WHAT IS NEEDED –
Repeat word for word the lines from the top of the records through the line containing "Quick job: Summarize", and skip the pictures.

Records from a data source
+---+

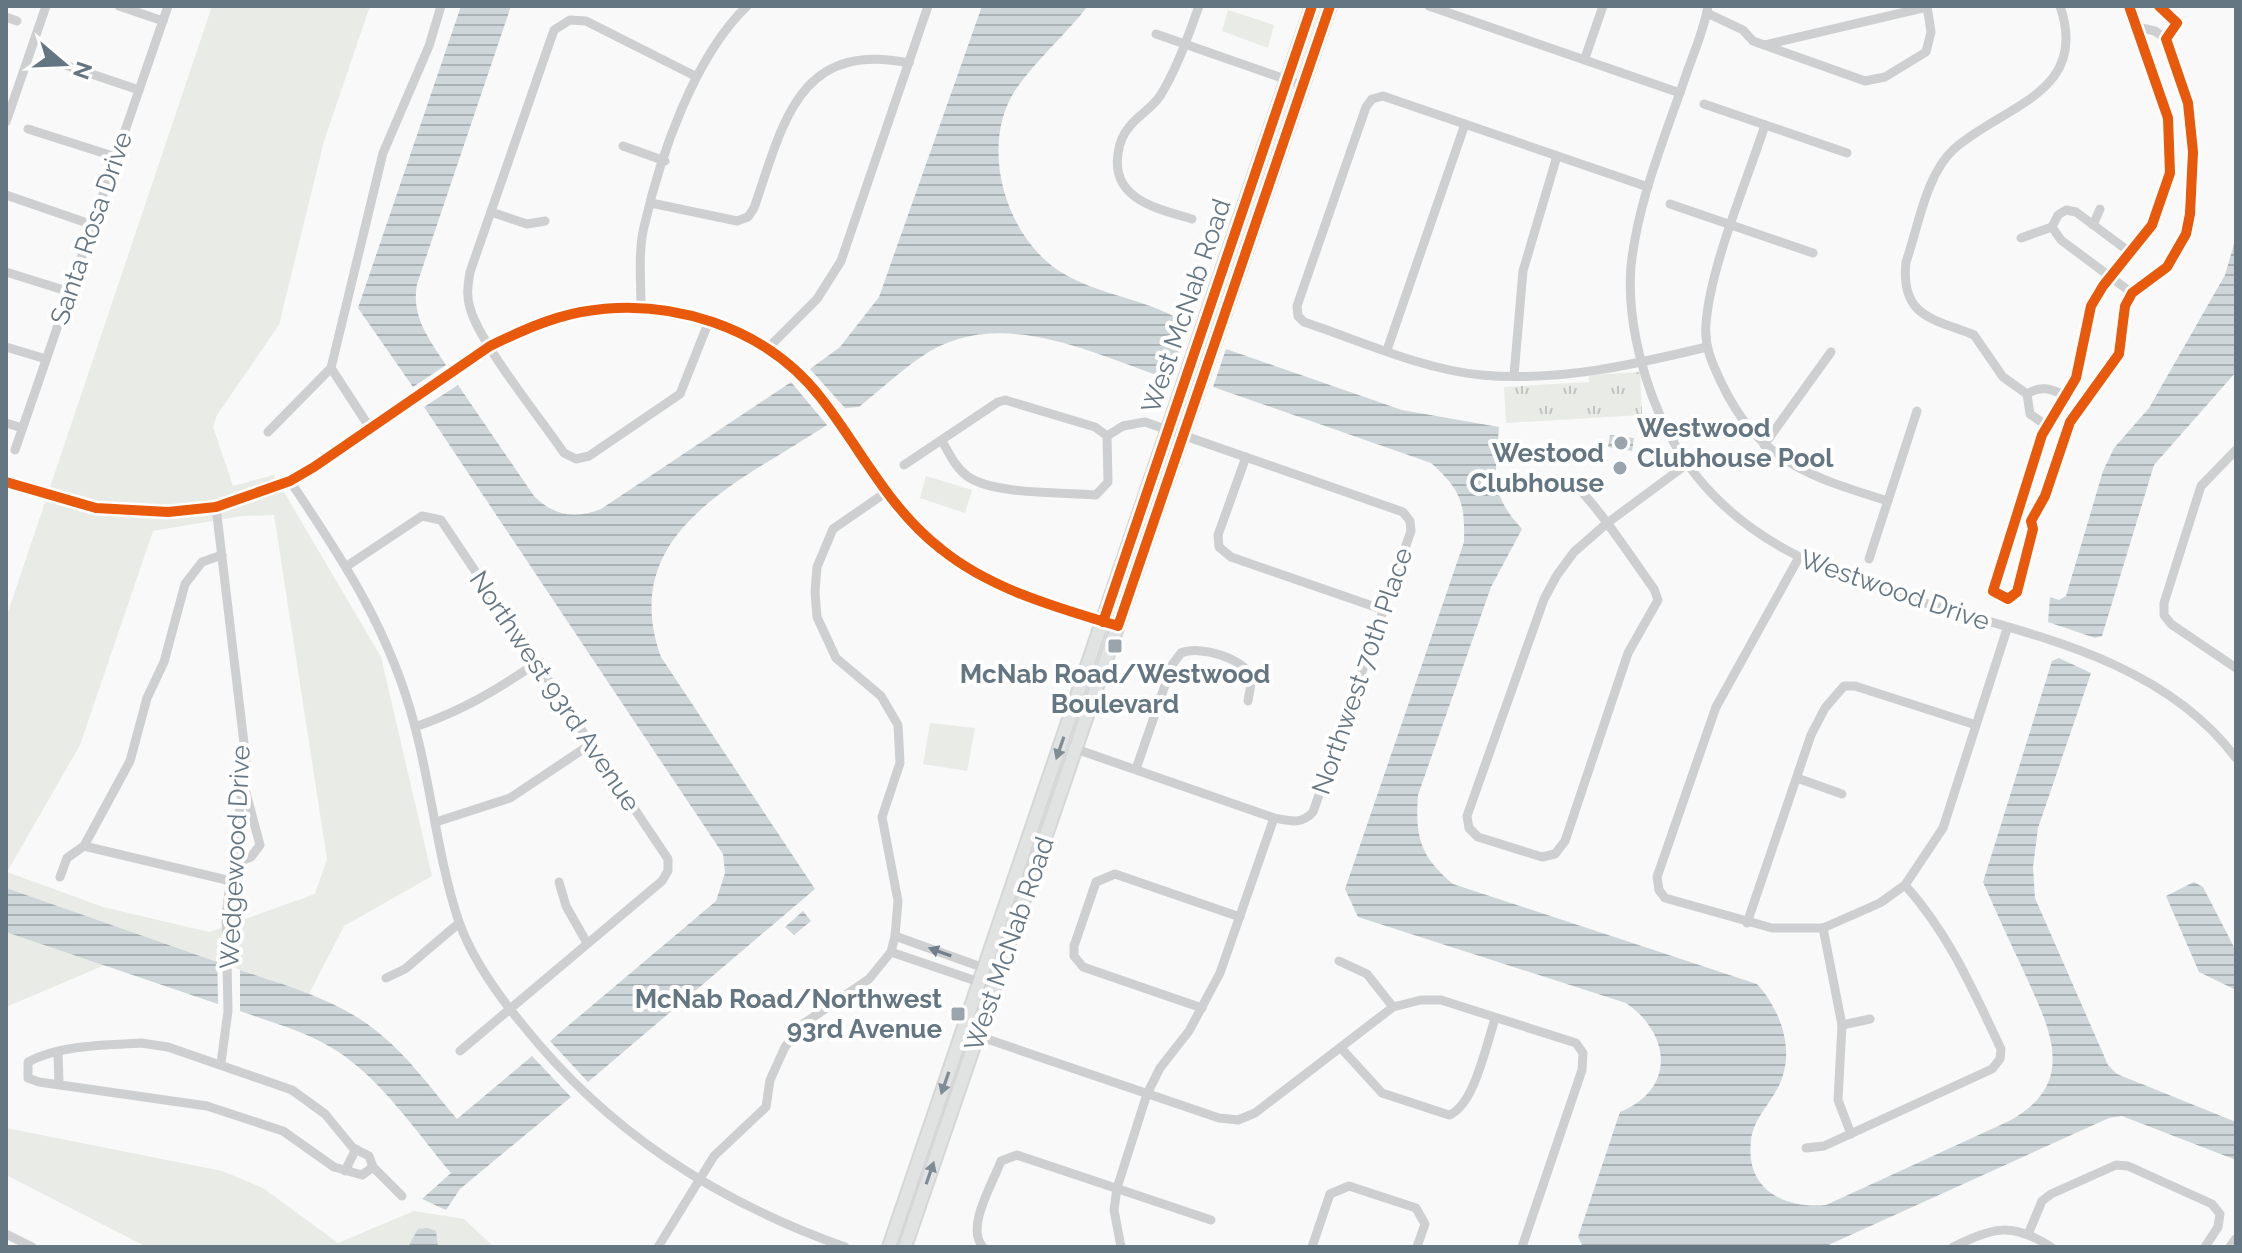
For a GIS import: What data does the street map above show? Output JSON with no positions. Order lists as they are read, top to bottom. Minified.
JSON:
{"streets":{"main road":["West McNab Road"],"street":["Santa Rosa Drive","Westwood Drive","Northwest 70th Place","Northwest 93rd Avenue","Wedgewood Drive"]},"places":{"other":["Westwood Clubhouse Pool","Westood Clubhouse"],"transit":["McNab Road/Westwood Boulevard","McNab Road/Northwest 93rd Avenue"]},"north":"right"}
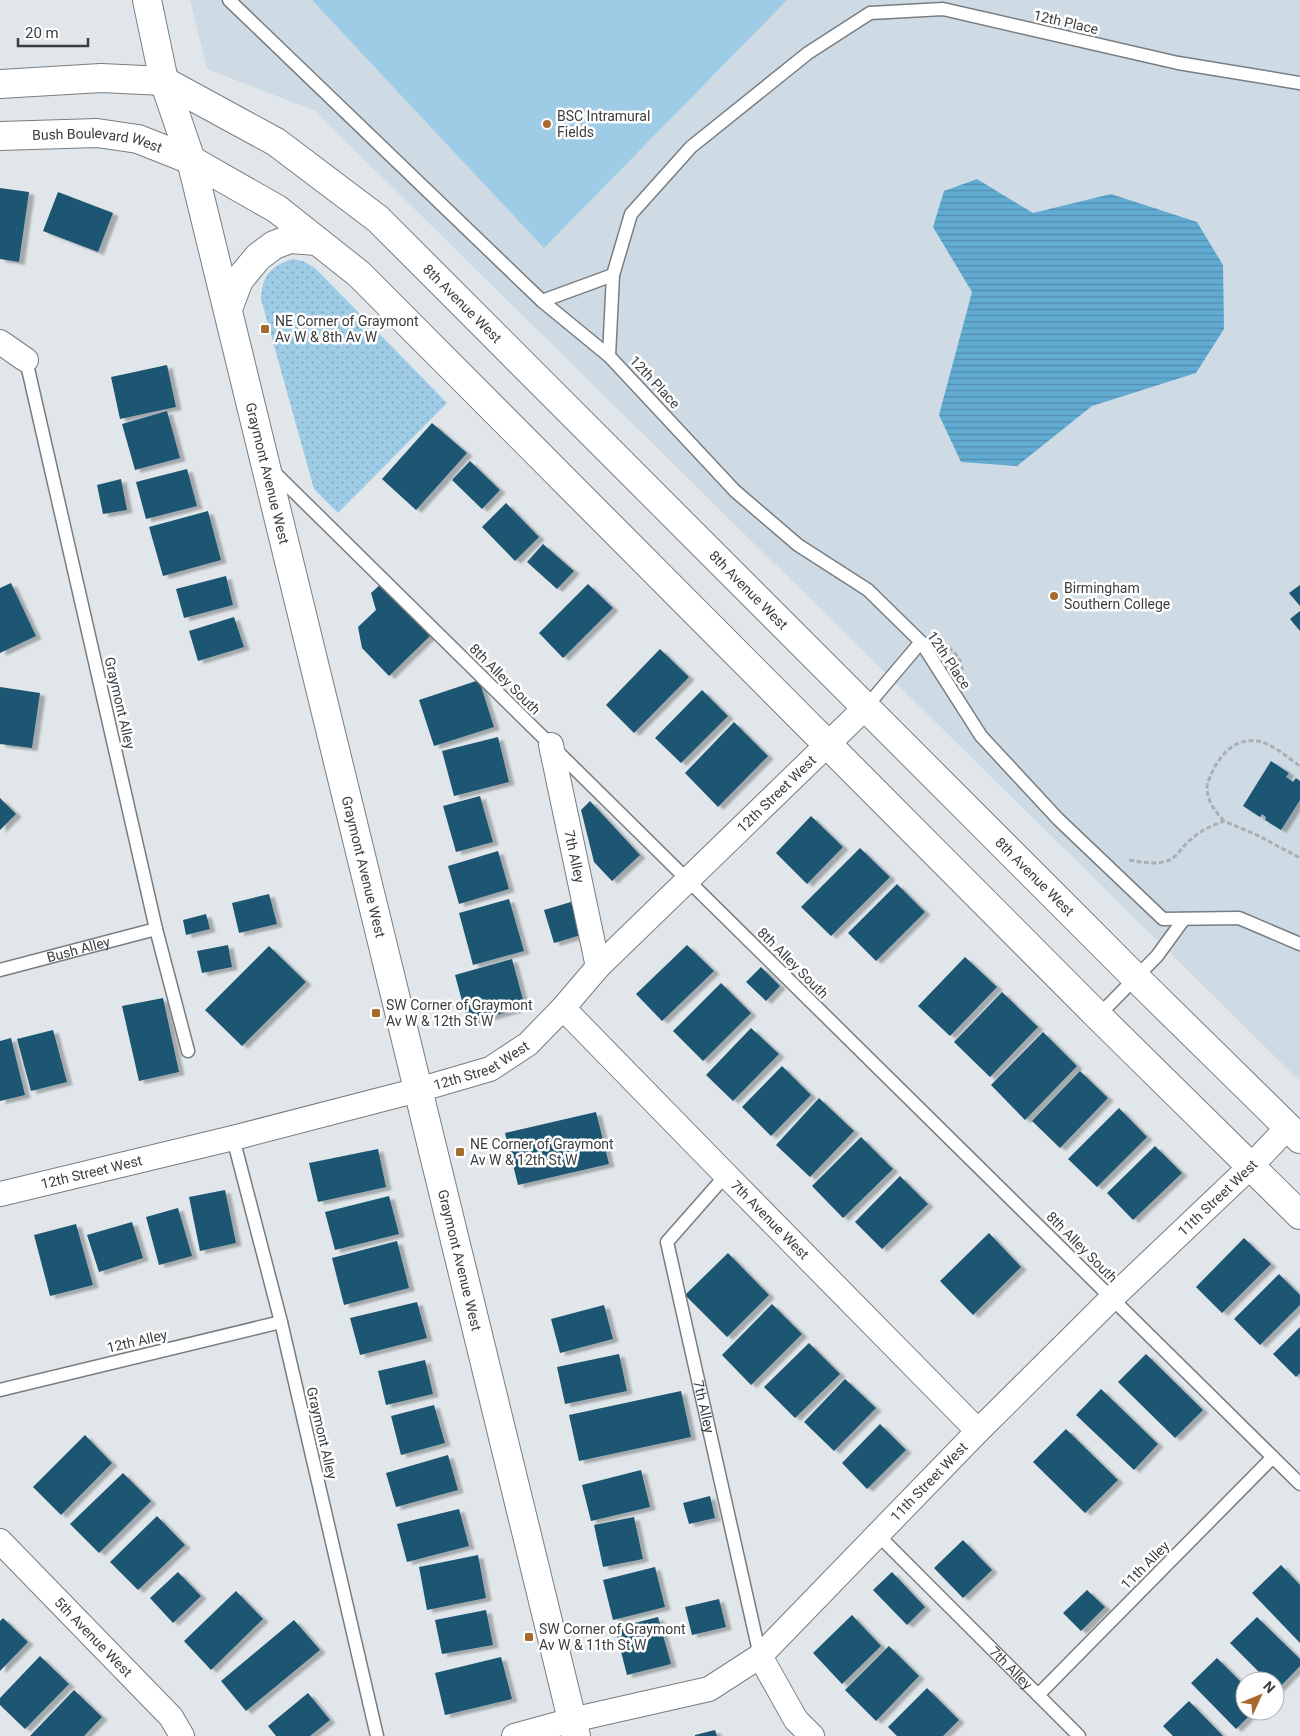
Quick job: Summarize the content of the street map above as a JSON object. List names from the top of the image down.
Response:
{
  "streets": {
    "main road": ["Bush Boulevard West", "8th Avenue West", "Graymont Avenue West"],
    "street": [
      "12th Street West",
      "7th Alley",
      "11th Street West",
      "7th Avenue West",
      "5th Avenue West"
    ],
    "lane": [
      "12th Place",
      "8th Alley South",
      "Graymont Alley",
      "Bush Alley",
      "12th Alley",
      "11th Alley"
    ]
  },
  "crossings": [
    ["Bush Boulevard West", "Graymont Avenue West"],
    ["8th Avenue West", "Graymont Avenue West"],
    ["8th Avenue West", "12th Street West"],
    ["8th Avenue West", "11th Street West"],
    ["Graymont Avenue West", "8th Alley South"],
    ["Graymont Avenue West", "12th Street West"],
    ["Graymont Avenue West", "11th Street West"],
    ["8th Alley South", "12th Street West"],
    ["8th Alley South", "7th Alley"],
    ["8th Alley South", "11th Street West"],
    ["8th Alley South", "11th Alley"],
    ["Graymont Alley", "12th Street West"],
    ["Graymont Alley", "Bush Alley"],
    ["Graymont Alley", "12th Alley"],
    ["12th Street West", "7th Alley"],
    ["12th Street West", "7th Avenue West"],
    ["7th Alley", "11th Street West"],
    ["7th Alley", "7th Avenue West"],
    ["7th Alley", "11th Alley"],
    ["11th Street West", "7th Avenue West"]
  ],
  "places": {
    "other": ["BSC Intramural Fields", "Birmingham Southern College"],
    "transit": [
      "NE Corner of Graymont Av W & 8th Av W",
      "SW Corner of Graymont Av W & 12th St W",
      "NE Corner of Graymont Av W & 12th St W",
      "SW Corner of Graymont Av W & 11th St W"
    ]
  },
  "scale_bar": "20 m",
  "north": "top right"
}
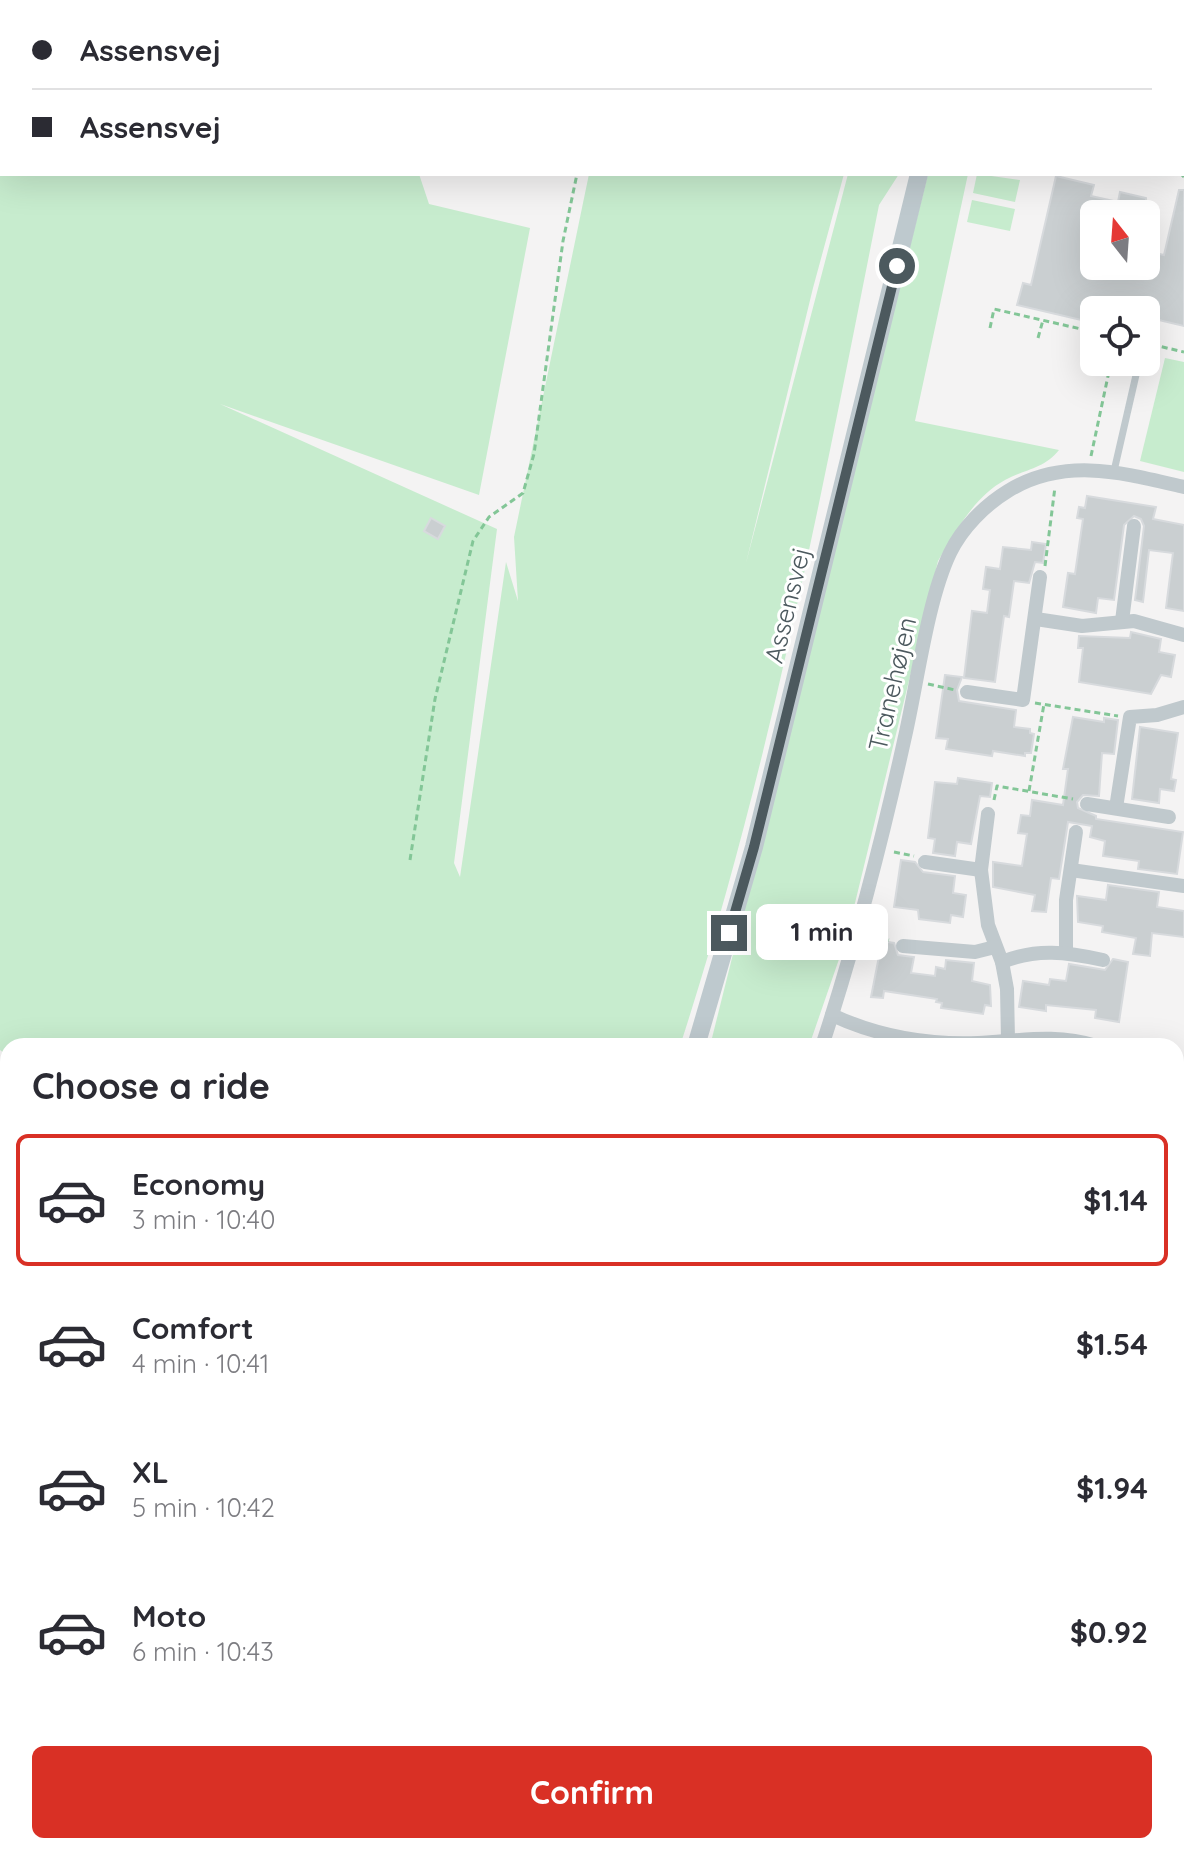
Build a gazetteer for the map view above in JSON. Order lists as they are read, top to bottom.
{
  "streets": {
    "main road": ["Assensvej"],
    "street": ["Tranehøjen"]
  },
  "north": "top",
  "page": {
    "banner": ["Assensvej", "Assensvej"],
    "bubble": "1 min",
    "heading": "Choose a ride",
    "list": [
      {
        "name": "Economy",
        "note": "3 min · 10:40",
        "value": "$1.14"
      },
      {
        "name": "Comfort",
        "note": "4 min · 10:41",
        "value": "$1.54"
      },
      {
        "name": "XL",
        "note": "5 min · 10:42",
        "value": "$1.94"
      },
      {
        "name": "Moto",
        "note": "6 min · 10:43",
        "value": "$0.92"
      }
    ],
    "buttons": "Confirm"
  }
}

+---+

RESPONSE AREA –
For a GIS import: What data does the street map above show? Output JSON with no positions. Order lists as they are read, top to bottom. Minified.
JSON:
{"streets":{"main road":["West McNab Road"],"street":["Santa Rosa Drive","Westwood Drive","Northwest 70th Place","Northwest 93rd Avenue","Wedgewood Drive"]},"places":{"other":["Westwood Clubhouse Pool","Westood Clubhouse"],"transit":["McNab Road/Westwood Boulevard","McNab Road/Northwest 93rd Avenue"]},"north":"right"}
Quick job: Summarize the content of the street map above as a JSON object. List names from the top of the image down.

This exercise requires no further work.